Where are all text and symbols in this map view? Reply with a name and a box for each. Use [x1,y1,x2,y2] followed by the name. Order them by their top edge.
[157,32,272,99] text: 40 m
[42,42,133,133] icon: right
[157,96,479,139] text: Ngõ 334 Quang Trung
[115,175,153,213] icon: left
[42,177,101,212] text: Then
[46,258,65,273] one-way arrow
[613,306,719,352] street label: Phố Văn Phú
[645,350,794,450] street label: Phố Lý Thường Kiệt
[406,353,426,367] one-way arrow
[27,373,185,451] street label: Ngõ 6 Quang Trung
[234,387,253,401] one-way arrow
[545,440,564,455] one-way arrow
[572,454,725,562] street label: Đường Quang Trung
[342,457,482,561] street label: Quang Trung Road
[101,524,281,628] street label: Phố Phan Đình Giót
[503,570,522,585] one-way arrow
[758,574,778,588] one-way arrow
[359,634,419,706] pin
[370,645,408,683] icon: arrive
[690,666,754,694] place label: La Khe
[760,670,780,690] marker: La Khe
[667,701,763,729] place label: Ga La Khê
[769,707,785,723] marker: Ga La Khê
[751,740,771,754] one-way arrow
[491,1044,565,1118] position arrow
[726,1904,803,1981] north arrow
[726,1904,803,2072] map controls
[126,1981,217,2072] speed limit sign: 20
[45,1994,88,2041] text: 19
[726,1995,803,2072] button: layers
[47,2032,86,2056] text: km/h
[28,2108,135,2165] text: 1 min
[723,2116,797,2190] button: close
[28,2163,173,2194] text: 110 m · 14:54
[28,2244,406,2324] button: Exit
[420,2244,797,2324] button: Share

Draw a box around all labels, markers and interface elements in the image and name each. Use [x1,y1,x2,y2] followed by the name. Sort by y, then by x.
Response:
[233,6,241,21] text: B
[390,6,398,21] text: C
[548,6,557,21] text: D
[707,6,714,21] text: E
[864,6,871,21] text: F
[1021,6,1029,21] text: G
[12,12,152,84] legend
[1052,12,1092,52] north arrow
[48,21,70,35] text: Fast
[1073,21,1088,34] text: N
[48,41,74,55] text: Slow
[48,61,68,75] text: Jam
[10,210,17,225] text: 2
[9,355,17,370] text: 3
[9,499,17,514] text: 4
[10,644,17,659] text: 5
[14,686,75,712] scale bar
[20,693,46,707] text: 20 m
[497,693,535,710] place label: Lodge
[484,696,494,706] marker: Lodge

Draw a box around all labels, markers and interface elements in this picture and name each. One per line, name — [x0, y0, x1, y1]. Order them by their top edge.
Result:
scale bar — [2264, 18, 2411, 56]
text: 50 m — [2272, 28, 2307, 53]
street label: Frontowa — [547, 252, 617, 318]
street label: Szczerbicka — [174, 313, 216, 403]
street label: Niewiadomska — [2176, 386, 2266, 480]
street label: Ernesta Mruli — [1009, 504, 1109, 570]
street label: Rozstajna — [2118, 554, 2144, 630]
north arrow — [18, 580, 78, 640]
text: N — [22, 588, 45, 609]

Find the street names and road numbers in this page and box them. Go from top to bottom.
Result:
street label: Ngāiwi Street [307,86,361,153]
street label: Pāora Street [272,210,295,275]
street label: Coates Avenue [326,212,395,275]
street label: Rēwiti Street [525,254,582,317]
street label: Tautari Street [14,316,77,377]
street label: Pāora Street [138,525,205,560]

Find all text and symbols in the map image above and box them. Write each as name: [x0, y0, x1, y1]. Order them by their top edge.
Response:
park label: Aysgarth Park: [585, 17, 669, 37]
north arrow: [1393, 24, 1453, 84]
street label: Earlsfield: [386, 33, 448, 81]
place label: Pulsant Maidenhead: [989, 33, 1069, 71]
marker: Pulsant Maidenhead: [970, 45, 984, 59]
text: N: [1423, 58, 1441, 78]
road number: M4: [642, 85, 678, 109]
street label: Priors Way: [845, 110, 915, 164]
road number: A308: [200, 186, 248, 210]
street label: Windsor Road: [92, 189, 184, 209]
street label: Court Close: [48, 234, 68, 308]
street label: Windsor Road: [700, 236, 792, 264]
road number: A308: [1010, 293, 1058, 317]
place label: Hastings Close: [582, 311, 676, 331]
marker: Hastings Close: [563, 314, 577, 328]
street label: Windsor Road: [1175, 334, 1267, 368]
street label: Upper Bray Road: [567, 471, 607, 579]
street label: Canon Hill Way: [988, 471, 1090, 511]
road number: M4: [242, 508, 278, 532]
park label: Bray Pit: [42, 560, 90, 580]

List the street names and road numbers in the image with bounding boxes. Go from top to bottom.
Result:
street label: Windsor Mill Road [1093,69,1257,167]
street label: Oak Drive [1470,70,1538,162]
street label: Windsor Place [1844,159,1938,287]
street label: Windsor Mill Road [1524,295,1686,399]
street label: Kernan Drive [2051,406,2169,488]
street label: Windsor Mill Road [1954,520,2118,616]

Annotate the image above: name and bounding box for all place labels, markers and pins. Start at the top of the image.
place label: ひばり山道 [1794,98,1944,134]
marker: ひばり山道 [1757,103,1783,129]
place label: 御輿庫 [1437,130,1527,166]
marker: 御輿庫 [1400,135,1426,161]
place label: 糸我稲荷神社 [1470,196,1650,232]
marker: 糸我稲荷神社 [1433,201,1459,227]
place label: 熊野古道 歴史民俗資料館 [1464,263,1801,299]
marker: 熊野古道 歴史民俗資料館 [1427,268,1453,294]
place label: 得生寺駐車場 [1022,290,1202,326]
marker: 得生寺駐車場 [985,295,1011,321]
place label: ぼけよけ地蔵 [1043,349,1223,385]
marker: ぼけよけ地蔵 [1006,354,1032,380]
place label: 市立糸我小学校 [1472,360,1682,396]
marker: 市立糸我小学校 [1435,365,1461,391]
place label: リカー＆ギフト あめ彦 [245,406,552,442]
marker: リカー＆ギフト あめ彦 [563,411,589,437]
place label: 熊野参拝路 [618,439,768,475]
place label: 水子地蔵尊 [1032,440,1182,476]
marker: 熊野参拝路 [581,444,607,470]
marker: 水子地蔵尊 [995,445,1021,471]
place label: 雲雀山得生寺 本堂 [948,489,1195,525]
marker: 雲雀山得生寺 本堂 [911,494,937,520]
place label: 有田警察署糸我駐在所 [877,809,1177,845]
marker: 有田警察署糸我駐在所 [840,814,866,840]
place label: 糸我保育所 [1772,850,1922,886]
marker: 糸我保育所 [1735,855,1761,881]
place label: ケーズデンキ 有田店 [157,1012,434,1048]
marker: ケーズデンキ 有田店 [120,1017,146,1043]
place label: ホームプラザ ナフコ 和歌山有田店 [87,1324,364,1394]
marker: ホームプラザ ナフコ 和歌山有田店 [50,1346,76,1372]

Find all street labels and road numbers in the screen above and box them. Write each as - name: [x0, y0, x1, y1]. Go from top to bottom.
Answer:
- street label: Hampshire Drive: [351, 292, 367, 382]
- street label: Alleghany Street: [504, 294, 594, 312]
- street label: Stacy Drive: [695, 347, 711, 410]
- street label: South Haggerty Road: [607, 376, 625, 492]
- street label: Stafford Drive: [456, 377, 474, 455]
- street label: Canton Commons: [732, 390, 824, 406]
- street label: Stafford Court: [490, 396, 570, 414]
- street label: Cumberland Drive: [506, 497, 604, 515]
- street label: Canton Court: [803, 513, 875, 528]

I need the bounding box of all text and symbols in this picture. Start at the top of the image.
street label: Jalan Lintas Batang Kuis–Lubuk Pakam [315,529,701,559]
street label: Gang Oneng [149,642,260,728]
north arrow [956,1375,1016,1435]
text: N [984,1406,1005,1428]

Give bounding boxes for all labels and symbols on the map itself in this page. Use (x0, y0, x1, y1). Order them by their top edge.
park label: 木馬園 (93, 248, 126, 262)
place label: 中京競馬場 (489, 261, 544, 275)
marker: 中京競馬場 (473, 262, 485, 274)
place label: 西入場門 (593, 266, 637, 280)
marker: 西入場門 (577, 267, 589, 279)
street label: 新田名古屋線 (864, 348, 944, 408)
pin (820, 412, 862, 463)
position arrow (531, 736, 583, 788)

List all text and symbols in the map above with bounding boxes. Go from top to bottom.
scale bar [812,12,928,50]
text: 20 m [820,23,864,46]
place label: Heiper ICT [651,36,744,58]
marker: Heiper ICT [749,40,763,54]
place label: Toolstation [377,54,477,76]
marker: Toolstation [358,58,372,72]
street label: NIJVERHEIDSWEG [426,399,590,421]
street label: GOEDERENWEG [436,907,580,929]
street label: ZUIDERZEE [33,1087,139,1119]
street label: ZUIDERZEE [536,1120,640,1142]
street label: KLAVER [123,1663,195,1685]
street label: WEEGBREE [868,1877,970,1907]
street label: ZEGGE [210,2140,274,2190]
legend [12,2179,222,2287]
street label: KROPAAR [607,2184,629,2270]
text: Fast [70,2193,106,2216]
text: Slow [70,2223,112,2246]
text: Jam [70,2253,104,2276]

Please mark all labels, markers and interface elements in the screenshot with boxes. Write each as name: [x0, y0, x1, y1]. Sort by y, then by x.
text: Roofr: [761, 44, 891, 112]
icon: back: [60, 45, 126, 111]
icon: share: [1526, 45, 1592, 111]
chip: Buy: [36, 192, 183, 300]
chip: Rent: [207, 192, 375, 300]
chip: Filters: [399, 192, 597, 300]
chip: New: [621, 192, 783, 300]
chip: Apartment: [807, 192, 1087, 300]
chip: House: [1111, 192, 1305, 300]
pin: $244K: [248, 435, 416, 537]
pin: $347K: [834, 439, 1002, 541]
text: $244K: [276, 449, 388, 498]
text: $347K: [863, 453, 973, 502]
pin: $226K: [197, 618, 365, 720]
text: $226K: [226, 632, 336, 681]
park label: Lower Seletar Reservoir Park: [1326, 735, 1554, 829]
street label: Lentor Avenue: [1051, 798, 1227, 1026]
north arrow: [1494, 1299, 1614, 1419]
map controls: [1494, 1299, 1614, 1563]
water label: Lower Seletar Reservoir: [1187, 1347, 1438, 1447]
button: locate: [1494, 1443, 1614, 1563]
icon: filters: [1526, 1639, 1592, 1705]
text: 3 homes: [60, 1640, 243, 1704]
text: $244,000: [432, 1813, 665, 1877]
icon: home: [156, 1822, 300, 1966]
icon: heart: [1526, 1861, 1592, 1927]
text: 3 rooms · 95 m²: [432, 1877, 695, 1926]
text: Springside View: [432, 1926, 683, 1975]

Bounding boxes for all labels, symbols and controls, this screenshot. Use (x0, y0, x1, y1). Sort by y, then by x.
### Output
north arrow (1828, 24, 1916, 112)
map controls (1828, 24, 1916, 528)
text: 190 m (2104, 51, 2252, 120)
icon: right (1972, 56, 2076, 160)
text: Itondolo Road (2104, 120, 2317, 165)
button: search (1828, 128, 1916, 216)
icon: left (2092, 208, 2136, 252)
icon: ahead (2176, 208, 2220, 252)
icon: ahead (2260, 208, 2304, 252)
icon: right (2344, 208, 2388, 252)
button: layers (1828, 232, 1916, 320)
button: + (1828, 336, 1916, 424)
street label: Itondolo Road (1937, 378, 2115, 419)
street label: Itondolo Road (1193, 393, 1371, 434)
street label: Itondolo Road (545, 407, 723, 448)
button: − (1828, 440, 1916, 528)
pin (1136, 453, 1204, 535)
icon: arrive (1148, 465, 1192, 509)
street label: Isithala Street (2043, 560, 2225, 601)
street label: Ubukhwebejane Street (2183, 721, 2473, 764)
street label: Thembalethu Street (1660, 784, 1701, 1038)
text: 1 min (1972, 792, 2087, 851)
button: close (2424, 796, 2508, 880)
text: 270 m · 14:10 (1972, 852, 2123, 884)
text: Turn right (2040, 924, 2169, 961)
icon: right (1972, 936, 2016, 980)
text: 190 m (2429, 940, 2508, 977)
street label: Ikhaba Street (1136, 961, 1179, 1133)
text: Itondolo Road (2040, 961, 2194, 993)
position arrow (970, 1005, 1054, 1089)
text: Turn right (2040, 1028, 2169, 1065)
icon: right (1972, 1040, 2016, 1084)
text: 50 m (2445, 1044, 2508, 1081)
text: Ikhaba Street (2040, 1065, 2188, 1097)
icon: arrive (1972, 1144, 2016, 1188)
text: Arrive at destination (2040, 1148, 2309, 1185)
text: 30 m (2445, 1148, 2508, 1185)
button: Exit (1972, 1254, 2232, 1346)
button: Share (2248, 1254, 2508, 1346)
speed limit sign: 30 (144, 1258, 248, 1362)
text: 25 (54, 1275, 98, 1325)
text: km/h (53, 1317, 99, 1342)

────

EXERCISE DESCRIPTION:
Of all the entries above, output exactly the lines between the one holding "elements in this" and the one holding "Find the street", inclusive.

ANSWER SPACE:
Draw a box around all labels, markers and interface elements in this picture and name each. One per line, name — [x0, y0, x1, y1]. Order them by their top edge.
Result:
scale bar — [2264, 18, 2411, 56]
text: 50 m — [2272, 28, 2307, 53]
street label: Frontowa — [547, 252, 617, 318]
street label: Szczerbicka — [174, 313, 216, 403]
street label: Niewiadomska — [2176, 386, 2266, 480]
street label: Ernesta Mruli — [1009, 504, 1109, 570]
street label: Rozstajna — [2118, 554, 2144, 630]
north arrow — [18, 580, 78, 640]
text: N — [22, 588, 45, 609]

Find the street names and road numbers in this page and box them. Go from top to bottom.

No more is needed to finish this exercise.